How much control do we have?

The practical ramifications of these discoveries in our daily lives are profound. All of us prefer to believe that we know ourselves, are aware of what we are feeling, and are in control of our lives. Yet this new information suggests just the opposite, that our actions are constantly influenced by emotion that never rises into our conscious awareness. Of course we can see it when others act in silly, illogical, or annoying ways, but it is much more distressing when we find ourselves acting in ways we know are not good for us, yet somehow we can’t stop.

Dr. LeDoux goes on to state:

“We’re running around with this amygdala that’s designed to detect danger and respond to it.   Once the amygdala is turned on, it can influence information processing in the cortex from  the earliest stages onward, but only the later stages of cortical processing affect the amygdala. In other words, even though communication goes two ways, it’s not equally  effective in both directions. In general, the projections from the amygdala to the cortex are  much stronger than vice versa. If we think of the routes from the amygdala to the cortex  as superhighways, then those from the cortex to the amygdala are narrow back roads.”

Origin of "stress"

For those of us coping with the stresses of modern life, this is not good news. Not only are our daily actions influenced by emotions stored outside our conscious awareness, the very structure of our brains ensures that those emotions are more important in determining our actions than our conscious thoughts. This system worked well for millions of years when our survival was threatened and an unconscious or “instinctive” reaction could save a few precious seconds and perhaps our lives. It may be less functional today when the thought of giving a speech in front of an audience evokes the same physiological response in us as the sight of a saber toothed cat did in our ancestors.

Since so much of what we do on a daily basis is influenced by these unconscious memories, it is no wonder that we use the generic term “stress” to describe the results of this reactivation of unconscious emotion in our lives.
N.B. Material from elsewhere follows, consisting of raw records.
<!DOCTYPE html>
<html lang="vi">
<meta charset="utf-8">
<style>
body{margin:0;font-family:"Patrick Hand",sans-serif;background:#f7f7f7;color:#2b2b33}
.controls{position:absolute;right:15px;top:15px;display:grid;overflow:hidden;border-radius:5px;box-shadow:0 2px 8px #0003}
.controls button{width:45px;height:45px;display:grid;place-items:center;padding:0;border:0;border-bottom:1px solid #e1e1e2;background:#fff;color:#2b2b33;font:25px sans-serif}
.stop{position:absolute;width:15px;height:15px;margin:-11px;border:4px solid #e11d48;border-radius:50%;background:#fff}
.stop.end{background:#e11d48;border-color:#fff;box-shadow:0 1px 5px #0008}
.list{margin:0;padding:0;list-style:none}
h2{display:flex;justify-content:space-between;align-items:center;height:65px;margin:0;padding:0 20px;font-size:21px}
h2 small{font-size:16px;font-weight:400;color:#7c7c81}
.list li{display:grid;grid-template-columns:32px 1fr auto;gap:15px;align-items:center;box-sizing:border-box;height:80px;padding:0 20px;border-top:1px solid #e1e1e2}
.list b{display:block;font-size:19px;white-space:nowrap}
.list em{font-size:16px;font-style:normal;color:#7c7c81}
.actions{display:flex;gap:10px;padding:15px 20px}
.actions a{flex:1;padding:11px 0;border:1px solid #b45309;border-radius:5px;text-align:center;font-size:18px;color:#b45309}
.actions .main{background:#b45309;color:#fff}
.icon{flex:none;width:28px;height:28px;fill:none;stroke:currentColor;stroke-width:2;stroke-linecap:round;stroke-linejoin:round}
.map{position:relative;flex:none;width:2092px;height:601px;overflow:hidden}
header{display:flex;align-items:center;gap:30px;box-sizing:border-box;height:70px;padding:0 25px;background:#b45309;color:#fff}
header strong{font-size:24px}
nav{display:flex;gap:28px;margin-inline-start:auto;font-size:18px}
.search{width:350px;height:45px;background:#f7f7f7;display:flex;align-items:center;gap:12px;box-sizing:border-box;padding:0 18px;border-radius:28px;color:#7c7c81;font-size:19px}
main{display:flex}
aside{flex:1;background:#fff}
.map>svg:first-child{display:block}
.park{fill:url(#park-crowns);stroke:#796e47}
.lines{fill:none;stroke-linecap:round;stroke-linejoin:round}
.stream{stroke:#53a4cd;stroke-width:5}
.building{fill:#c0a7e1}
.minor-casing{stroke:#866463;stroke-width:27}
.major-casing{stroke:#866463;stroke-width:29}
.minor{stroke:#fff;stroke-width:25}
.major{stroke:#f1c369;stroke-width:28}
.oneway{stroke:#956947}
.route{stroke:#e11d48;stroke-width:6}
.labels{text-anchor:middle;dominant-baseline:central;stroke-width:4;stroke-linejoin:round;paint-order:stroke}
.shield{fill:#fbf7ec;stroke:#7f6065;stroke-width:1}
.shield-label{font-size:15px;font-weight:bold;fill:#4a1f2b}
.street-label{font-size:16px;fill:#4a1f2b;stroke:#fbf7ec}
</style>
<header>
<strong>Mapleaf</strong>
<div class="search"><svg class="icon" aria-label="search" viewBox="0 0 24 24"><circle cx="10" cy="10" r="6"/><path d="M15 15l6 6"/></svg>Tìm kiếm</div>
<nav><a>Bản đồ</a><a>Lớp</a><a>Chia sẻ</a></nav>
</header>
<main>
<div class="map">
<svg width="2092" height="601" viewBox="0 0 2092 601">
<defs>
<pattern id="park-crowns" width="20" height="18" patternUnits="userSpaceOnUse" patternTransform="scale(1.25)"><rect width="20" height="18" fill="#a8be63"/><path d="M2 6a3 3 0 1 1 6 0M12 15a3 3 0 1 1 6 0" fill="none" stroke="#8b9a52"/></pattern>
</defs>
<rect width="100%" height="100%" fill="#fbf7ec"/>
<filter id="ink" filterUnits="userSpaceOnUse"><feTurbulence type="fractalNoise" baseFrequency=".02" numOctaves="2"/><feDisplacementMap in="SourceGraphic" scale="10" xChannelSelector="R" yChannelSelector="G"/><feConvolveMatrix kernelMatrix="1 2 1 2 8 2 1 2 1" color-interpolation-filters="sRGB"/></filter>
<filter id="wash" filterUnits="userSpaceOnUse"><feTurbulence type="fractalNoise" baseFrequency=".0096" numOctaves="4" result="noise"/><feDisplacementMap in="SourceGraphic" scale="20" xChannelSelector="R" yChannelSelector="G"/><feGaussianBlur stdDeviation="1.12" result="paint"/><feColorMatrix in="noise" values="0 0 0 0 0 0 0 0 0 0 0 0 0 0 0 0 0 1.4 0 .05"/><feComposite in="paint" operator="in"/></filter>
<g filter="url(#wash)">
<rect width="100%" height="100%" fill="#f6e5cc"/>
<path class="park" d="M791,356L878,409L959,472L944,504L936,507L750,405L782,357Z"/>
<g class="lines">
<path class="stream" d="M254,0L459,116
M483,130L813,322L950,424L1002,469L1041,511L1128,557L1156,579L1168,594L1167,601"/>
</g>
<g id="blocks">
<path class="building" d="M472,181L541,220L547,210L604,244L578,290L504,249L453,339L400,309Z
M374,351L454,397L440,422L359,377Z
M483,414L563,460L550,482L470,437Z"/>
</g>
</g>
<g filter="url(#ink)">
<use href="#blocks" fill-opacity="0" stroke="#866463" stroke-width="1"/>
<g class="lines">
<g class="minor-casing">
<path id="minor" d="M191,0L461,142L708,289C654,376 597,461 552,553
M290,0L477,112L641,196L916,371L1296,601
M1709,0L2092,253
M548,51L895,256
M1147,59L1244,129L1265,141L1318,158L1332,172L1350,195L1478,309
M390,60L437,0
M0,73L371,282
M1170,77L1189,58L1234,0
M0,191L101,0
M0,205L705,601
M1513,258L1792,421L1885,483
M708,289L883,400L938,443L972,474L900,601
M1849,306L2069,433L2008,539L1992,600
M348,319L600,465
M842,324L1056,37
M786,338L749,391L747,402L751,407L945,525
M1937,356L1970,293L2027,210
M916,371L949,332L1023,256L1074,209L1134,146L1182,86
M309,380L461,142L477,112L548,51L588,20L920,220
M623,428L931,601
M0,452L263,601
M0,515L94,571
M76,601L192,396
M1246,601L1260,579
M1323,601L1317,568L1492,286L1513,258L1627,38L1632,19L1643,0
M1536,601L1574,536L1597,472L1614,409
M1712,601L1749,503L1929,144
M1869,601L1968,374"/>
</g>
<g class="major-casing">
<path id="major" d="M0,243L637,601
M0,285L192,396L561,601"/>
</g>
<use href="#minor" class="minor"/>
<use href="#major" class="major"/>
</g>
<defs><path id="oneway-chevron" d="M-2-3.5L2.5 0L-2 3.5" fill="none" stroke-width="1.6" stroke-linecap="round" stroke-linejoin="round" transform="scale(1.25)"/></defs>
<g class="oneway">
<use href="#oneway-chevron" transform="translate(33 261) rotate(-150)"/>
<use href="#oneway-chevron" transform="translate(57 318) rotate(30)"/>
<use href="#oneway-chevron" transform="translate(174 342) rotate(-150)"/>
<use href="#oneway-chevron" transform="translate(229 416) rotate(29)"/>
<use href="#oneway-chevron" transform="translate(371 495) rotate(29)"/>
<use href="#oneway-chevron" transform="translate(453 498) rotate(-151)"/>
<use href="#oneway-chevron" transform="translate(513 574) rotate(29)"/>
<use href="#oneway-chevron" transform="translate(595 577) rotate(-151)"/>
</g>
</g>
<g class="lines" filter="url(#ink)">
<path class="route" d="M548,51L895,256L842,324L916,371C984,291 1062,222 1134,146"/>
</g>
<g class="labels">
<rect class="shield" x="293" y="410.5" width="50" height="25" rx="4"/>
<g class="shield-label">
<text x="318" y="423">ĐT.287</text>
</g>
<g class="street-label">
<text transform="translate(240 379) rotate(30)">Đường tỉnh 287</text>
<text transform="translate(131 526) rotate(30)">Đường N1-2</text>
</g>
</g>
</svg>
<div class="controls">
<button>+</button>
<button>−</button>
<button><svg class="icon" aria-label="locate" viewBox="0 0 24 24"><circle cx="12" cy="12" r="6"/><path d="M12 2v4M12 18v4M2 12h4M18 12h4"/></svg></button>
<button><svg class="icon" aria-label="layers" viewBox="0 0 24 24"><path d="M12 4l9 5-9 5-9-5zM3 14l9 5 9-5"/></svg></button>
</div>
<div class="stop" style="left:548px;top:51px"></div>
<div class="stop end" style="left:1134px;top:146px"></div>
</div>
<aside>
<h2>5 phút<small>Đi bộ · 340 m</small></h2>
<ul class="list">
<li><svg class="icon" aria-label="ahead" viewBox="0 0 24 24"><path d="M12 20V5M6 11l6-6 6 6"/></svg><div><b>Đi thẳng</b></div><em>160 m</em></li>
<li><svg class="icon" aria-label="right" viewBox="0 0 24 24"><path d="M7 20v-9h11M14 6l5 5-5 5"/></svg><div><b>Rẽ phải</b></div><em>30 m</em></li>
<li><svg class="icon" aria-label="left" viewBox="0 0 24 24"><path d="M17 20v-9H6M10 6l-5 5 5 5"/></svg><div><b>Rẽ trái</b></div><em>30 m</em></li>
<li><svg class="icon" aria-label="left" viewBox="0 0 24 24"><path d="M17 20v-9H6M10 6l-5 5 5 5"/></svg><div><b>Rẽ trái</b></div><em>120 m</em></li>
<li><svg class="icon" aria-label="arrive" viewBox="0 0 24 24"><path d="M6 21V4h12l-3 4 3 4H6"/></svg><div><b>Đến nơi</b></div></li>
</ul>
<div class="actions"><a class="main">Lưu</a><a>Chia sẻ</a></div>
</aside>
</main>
We know something is going on, but it is stored outside of conscious awareness. Frequently we have only vague phrases like “pressure at work”, or “things are always moving so fast” to point to the problem.

New technology

Fortunately, along with the bad news about the location of emotional memories, other researchers have been uncovering ways to influence brain activity directly. Since the 1970’s, researchers have been establishing the correlation between electrical activity in the brain and our daily experience. It is only in the last 5 years that truly effective ways of inducing changes in the brain without the use of medication have become available.
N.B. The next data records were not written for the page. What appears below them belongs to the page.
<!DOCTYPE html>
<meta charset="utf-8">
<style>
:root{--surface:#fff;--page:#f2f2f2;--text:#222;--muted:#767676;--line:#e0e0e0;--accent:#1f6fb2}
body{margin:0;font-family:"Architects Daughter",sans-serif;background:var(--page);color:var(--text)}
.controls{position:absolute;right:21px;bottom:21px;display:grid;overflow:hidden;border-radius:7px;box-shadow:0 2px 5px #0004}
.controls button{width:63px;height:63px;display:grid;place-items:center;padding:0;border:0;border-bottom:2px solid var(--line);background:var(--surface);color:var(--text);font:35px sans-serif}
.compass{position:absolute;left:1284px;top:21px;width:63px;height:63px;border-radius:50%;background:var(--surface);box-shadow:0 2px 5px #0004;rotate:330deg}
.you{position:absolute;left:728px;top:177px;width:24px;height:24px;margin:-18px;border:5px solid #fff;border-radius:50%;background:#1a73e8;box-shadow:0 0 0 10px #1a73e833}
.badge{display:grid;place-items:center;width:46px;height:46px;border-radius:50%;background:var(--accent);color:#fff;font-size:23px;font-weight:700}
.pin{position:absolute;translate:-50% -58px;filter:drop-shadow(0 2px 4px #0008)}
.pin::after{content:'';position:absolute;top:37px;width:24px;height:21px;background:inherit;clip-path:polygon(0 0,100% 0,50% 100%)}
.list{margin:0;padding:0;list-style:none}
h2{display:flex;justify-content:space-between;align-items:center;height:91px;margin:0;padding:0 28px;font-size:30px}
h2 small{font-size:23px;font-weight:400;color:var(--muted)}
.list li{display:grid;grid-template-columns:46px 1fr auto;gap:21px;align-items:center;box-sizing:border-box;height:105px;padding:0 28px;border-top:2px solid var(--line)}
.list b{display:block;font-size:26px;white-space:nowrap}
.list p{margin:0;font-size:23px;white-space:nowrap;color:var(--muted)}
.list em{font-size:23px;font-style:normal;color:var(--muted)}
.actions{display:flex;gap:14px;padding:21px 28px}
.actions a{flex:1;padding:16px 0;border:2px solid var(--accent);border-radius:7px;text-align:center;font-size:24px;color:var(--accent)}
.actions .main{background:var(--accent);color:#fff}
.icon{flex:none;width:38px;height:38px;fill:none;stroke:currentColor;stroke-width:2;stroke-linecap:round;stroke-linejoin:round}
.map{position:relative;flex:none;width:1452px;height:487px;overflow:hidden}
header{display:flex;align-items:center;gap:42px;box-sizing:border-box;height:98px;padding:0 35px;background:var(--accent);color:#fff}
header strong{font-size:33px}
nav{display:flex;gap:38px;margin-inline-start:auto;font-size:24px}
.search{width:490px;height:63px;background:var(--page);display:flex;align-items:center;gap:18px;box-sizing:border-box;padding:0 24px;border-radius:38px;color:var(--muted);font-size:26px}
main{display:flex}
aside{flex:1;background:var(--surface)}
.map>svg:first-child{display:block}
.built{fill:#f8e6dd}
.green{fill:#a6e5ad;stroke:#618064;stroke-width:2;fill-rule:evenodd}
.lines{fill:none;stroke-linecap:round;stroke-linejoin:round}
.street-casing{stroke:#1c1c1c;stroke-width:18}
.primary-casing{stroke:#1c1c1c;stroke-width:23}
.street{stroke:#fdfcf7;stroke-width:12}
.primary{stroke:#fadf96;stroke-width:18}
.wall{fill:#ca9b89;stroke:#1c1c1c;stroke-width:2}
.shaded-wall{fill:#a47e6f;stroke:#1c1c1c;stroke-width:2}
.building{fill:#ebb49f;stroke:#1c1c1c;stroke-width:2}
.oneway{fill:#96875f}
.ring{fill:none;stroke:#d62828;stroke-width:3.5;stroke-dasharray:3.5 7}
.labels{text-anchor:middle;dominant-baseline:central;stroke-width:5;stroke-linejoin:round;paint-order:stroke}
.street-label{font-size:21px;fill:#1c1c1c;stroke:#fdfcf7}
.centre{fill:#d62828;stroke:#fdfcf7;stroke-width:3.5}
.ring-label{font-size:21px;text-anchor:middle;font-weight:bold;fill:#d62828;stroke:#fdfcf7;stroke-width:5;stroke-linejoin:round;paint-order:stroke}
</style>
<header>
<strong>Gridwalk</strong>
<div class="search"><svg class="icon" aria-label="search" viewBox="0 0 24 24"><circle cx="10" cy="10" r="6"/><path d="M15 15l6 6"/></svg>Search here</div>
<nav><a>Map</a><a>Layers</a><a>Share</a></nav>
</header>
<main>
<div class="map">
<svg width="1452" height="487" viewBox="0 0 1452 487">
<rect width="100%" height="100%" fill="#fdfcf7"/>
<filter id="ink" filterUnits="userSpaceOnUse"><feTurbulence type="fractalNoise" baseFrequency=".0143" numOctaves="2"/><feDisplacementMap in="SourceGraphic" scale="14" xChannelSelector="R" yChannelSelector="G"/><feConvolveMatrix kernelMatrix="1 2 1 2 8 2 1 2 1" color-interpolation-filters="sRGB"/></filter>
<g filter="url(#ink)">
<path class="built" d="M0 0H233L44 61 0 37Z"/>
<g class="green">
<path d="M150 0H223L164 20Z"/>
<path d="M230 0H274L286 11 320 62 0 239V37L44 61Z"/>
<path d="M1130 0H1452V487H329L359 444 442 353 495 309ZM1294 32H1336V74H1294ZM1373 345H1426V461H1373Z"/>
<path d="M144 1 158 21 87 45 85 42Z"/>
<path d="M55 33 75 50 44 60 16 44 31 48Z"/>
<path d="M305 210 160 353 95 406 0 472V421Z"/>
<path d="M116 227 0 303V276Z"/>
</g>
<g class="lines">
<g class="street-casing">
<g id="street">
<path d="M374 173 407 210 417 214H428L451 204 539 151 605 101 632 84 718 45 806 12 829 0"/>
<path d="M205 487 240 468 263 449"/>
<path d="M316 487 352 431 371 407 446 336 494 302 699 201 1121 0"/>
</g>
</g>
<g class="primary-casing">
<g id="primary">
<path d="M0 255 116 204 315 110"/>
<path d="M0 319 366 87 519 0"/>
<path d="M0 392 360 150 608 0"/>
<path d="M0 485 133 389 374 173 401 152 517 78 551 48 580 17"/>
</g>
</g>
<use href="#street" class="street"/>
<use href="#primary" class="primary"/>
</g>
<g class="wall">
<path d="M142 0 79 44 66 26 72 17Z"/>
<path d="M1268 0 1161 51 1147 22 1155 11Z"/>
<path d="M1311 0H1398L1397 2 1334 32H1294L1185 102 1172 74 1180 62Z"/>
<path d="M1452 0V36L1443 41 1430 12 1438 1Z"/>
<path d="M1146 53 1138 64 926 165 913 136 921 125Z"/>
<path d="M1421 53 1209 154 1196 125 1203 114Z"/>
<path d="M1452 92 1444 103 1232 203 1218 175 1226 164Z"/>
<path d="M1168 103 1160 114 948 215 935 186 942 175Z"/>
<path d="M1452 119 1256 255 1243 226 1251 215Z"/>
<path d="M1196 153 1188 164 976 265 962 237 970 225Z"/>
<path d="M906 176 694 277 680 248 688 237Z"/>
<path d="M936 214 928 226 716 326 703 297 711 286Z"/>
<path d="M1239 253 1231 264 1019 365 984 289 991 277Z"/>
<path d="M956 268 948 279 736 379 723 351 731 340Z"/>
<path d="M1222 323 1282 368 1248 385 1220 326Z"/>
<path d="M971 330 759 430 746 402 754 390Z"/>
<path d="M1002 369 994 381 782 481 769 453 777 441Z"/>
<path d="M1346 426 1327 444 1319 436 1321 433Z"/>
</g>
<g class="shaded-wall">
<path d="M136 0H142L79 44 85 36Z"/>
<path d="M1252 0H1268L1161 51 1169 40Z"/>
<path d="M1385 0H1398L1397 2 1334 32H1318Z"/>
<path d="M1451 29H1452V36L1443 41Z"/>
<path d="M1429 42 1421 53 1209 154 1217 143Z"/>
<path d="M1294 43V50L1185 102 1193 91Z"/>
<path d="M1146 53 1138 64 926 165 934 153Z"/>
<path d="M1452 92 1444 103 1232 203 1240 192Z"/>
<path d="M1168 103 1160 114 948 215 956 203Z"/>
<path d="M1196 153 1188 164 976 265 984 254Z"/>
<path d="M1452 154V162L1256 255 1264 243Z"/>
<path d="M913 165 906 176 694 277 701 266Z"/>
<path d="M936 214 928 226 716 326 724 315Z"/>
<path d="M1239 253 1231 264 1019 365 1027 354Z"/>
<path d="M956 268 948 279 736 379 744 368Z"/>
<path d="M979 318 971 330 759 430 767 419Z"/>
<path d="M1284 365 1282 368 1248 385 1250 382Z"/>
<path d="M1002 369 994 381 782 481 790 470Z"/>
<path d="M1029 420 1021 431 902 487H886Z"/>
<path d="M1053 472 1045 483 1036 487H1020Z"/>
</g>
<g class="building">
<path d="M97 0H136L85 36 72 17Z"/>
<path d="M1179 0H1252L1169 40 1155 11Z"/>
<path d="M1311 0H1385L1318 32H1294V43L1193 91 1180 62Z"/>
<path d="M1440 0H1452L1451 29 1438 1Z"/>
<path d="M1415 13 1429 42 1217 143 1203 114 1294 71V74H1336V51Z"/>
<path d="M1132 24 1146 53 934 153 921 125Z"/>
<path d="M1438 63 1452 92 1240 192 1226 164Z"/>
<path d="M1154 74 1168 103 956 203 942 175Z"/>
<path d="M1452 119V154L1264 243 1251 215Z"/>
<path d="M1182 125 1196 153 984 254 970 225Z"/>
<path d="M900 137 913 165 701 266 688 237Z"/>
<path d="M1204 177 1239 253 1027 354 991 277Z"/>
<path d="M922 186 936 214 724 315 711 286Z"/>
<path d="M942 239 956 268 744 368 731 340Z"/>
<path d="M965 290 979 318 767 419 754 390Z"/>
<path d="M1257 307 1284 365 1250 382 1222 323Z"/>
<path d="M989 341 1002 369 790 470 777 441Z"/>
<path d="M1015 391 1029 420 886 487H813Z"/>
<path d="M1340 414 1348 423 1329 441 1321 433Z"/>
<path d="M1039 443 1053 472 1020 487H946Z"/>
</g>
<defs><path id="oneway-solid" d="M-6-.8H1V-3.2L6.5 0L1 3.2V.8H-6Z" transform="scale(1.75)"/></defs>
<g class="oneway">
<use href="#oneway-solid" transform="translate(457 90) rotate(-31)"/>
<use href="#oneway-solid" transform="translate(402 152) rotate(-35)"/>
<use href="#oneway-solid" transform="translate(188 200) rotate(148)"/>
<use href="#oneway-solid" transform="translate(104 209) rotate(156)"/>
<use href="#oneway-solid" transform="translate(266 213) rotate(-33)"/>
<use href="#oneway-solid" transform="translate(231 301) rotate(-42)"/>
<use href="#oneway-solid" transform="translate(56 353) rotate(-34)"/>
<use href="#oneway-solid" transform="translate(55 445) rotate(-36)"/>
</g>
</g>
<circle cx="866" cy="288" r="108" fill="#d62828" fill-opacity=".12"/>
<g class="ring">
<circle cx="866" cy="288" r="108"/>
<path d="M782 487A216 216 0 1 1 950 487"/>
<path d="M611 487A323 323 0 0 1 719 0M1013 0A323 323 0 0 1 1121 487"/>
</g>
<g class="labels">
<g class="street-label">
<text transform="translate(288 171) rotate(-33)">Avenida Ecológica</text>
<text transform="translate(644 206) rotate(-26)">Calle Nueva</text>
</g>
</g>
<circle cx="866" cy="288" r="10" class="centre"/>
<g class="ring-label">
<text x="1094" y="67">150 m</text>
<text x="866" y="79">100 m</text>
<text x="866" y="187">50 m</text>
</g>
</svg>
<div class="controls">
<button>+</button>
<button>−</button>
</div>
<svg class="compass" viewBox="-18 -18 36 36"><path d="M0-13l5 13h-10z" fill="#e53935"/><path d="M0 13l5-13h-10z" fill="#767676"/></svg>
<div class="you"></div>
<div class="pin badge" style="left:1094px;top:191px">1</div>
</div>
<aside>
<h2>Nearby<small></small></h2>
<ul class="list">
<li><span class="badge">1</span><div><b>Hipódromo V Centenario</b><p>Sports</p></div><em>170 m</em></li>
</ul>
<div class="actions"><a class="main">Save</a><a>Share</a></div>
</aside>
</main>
Our brains are a marvel of subtlety and sophistication. With the aid of computers, we are now able to influence the electrical activity of the brain as it is occurring. When done effectively, this is almost invisible to the conscious mind; we just start to relax and can’t even say why. Over time our brains learn to be able to accept new stimuli more easily. As our brains become more flexible, they also become calmer and don’t work as hard.

It is now possible to provide stimulation directly to the brain, in the form of precisely timed pulses of low intensity light, which has the effect of calming the electrical activity in the brain associated with stressful or unpleasant experience. To put it another way, we can now work specifically with the brain activity that is associated with depression, anxiety, and stress, resulting in a reduction or elimination of symptoms. Even if a person has not had success with other forms of treatment.